Co-author of the policy brief, UNU-CRIS Senior Research Fellow and Coordinator of its Climate and Natural Resources Cluster Dr. Nidhi Nagabhatla said: “As world leaders gather at Climate COP26 to discuss climate solutions, emerging evidence of seaweeds aquaculture role in mitigation and adaptation to climate impacts offers potential for building coastal resilience for communities and ecosystems.”

“Integrated solutions with multiple benefits remain core towards building a new ocean economy and to conserve the global coastal and marine ecosystems while contributing to tackling food (and nutritional) insecurity and climate change, this policy message decode this argument pointing to the Seaweed industry.”

Director of UNU-CRIS and co-author of the policy brief Philippe De Lombaerde said: “The global policy brief brings together 37 experts from 30 institutions and 18 countries to collective outline a message for creating sustainable value chains, inclusive production systems and gender balanced policies for the rapidly expanding seaweed.”

The policy brief has outlined eight recommendations, ranging from developing new international policies and regulations to establishing a series of regional seaweed research networks to ensure policy improvements are aligned across the industry.

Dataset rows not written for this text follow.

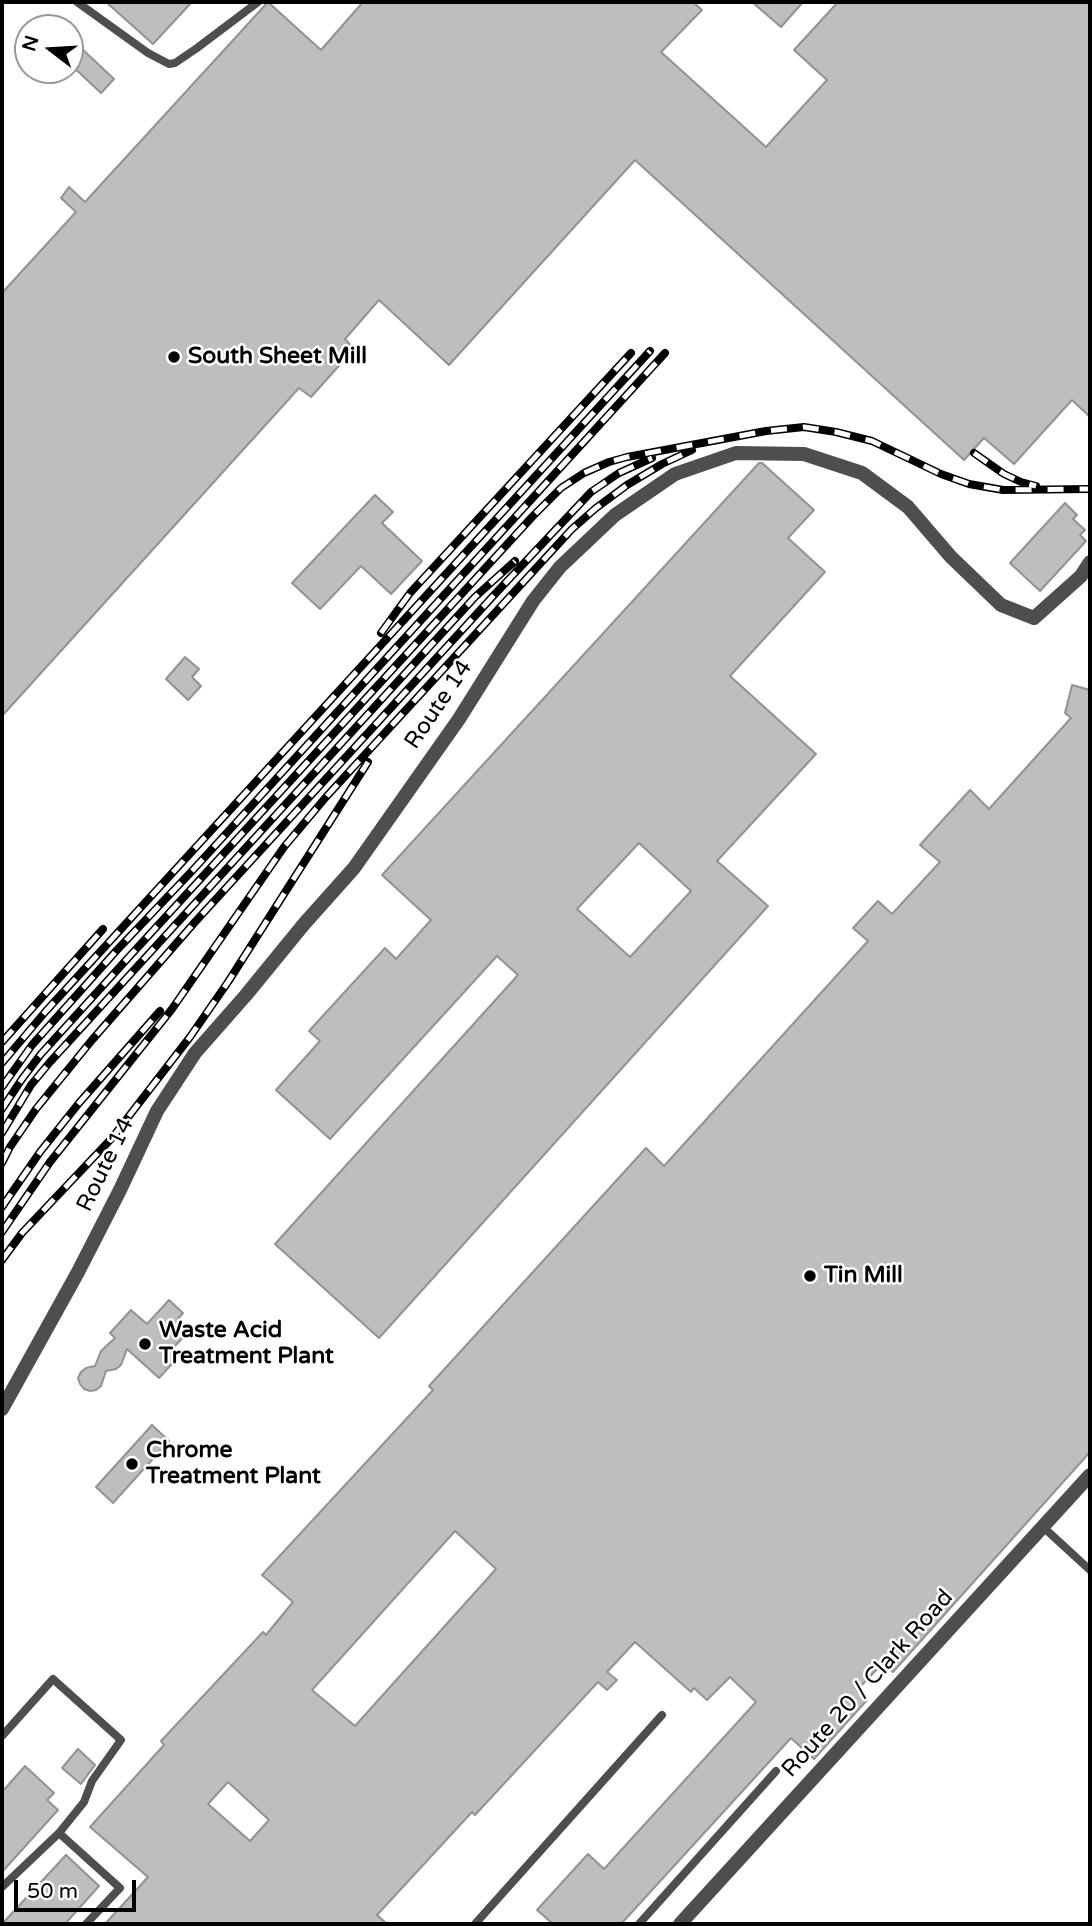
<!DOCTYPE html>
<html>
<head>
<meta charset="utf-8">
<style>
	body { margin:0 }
	#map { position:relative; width:1092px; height:1926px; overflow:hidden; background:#fff; font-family:"Varela Round",sans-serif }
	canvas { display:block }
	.frame { position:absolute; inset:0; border:4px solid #000; pointer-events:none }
	.north { position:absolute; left:14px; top:14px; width:70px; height:70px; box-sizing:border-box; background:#fff; border:2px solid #999; border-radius:50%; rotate:287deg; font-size:19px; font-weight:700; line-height:28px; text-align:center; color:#000 }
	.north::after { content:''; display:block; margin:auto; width:24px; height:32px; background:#000; clip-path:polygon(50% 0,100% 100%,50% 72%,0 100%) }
	.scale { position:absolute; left:14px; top:1880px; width:122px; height:32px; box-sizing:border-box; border:4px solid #000; border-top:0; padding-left:9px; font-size:21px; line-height:24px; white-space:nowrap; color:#000; -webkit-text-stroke:5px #fff; paint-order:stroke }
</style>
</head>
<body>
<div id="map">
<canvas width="1092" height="1926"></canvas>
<div class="frame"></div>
<div class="north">N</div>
<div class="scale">50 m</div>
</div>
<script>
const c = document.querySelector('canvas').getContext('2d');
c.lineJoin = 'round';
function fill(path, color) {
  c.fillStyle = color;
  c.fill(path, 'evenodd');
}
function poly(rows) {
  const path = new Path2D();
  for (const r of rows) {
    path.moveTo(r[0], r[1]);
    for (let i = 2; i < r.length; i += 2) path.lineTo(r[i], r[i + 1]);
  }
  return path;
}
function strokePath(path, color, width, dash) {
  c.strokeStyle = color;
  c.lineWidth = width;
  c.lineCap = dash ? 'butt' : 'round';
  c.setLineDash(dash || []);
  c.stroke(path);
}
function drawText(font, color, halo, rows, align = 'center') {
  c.font = font + ' "Varela Round",sans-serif';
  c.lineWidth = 5;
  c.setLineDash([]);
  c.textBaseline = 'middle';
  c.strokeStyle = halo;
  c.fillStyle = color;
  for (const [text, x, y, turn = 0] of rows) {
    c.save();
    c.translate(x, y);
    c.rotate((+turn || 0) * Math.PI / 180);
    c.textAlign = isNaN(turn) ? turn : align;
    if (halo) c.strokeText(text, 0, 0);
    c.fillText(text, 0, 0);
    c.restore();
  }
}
const building = poly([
	[106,2,192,2,153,44,106,2],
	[268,2,321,50,363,2,693,2,702,10,661,52,766,147,827,80,794,50,838,2,1090,2,1090,417,1072,400,1014,464,984,438,964,460,635,160,449,365,379,300,345,339,354,349,311,397,299,388,2,716,2,293,76,212,61,198,69,187,85,202,268,2],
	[752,2,803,2,781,27,752,2],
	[80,47,114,79,101,93,70,64,70,57,80,47],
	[759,463,762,463,814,510,788,538,825,572,730,676,816,754,717,861,768,906,379,1338,275,1244,518,975,497,956,330,1139,276,1090,320,1041,309,1031,385,948,396,959,431,920,382,875,759,463],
	[639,843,691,891,630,957,577,909,639,843],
	[375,495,393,512,382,523,422,561,391,594,361,566,320,609,292,583,375,495],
	[1065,503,1077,515,1073,519,1085,530,1080,535,1086,541,1040,591,1010,563,1065,503],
	[185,657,199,669,192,677,201,686,188,700,166,679,185,657],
	[1072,685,1090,690,1090,1452,893,1672,883,1663,857,1690,867,1700,814,1759,791,1738,621,1924,553,1924,537,1910,588,1854,604,1869,756,1702,730,1677,707,1700,694,1688,691,1692,635,1642,607,1672,617,1680,607,1690,598,1682,475,1815,472,1812,377,1915,387,1924,105,1924,148,1877,90,1827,164,1745,161,1741,263,1632,266,1635,293,1602,262,1575,433,1390,429,1386,646,1148,664,1166,868,941,853,928,878,901,892,914,940,862,920,845,970,790,989,809,1071,718,1065,713,1072,685],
	[455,1531,496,1569,355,1726,312,1690,455,1531],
	[228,1782,269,1820,250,1841,208,1804,228,1782],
	[169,1300,183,1313,178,1319,190,1330,173,1348,180,1355,159,1378,127,1349,121,1365,116,1369,106,1371,101,1386,96,1390,90,1391,84,1389,80,1384,78,1378,81,1372,86,1368,95,1366,101,1351,115,1338,110,1333,131,1310,147,1324,169,1300],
	[152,1425,169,1441,113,1503,96,1487,152,1425],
	[78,1749,95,1765,81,1784,62,1768,78,1749],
	[25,1766,54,1793,47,1800,58,1810,2,1872,2,1792,25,1766],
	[66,1855,99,1886,65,1924,2,1924,66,1855]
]);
fill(building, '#bebebe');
strokePath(building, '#929292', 2);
strokePath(poly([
	[77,2,148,53,169,64,175,63,197,48,258,2],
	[1042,1526,1090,1570],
	[2,1736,53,1679,121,1740,92,1781,84,1802,59,1833,120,1888,86,1924],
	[2,1887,59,1833],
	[475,1924,662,1715],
	[639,1924,776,1771]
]), '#4e4e4e', 8);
strokePath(poly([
	[2,1409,78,1272,120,1190,157,1111,195,1053,246,995,304,924,354,868,459,719,533,601,560,567,615,515,675,474,736,453,804,454,862,473,908,507,951,557,1001,605,1034,618,1081,576,1090,562],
	[680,1924,1090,1475]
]), '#4e4e4e', 14);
const rail = poly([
	[974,453,1004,474,1021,482,1036,486],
	[381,633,410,593,631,353],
	[2,1042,103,929],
	[2,1063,46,1011,650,351],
	[2,1087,32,1045,117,950,192,871,665,353],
	[2,1109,22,1079,41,1054,128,958,533,516,561,488,584,473,609,462,627,457,766,431,804,427,836,432,872,441,941,474,969,484,1003,490,1090,489],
	[2,1133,31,1085,50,1062,475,597,515,561],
	[2,1163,10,1147,36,1109,92,1040,195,922,495,594,591,492,619,473,652,458],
	[2,1207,40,1152,79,1103,160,1011],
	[2,1232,50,1162,172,1009,284,847,326,797,572,529,596,508,627,485,662,464,692,450],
	[2,1260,22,1233,112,1138,190,1037,228,982,368,762]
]);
strokePath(rail, '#000', 8);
strokePath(rail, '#fff', 5, [16]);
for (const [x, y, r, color] of [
	[174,357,7,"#000"],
	[810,1276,7,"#000"],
	[145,1344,7,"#000"],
	[132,1464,7,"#000"]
]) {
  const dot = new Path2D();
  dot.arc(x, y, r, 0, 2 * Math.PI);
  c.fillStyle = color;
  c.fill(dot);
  strokePath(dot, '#fff', 2.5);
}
drawText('bold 23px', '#000', '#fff', [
	["South Sheet Mill",188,357],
	["Tin Mill",824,1276],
	["Waste Acid",159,1331],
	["Treatment Plant",159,1357],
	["Chrome",146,1451],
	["Treatment Plant",146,1477]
], 'left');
drawText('23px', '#000', '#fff', [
	["Route 14",439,705,-56],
	["Route 14",106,1165,-64],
	["Route 20 / Clark Road",868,1684,-48]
]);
</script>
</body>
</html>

  • Develop clear international policies and regulations, which can be adopted and owned by a specific body at national and regional levels, such as the production of a list of notifiable pathogens and the introduction of a clear reporting system for outbreaks.
  • Develop regional and national capacity building initiatives, which are gender-responsive, including training programmes in biosecurity, farm management practices, early diagnostic procedures for exotic and emerging pathogens, to enable effective pathogen management.
  • Develop regional and national seed stocks and biosecure nurseries, which can support the diversification of cultured varieties.
  • Maintain the genetic diversity in wild stocks by conserving wild populations through encouraging no-take zones, preventing the introduction of non-indigenous species and encouraging the development of indigenous strains/ varieties for commercial cultivation.
  • Advance assessment tools for balancing the associated environmental risks with potential benefits of seaweed production and to enable risk-based analysis of management options at multiple scales.
  • Incentivise the integration of seaweed with other fed-aquaculture species and with other maritime activities, where possible, to reduce the eutrophication, enable economic diversification and to minimise potential conflicts over resource use in the marine environment.
  • Channel support for long-term investment in promoting the beneficial aspects of the industry, potentially through innovative finance schemes, that incentivise producers to adopt and implement biosecurity practices, carbon capture initiatives, biodiversity enhancement, support for diversification, fair access and distribution of seaweed products and innovative new cultivation techniques, to safeguard the industry against disease outbreaks, natural disasters and help build resilience to the impacts of climate change.
  • Establish a network of Regional Seaweed Research Networks, to develop and ensure implementation of industry-wide standards for seaweeds, which can apply to both large- and small-scale producers, that include: improvements in yield, integrated pathogen management control, early warning systems for pathogen outbreaks, breeding, use of pathogen resistant stocks, genetic resource conservation and incorporates the human and wider environmental concerns. These networks would also contribute to policy improvements, to ensure alignment of policies with the One Health Aquaculture Approach and to aid countries in the implementation of national initiatives, such as the introduction of their Progressive Management Pathways for improving Aquaculture Biosecurity, specifically related to Seaweed.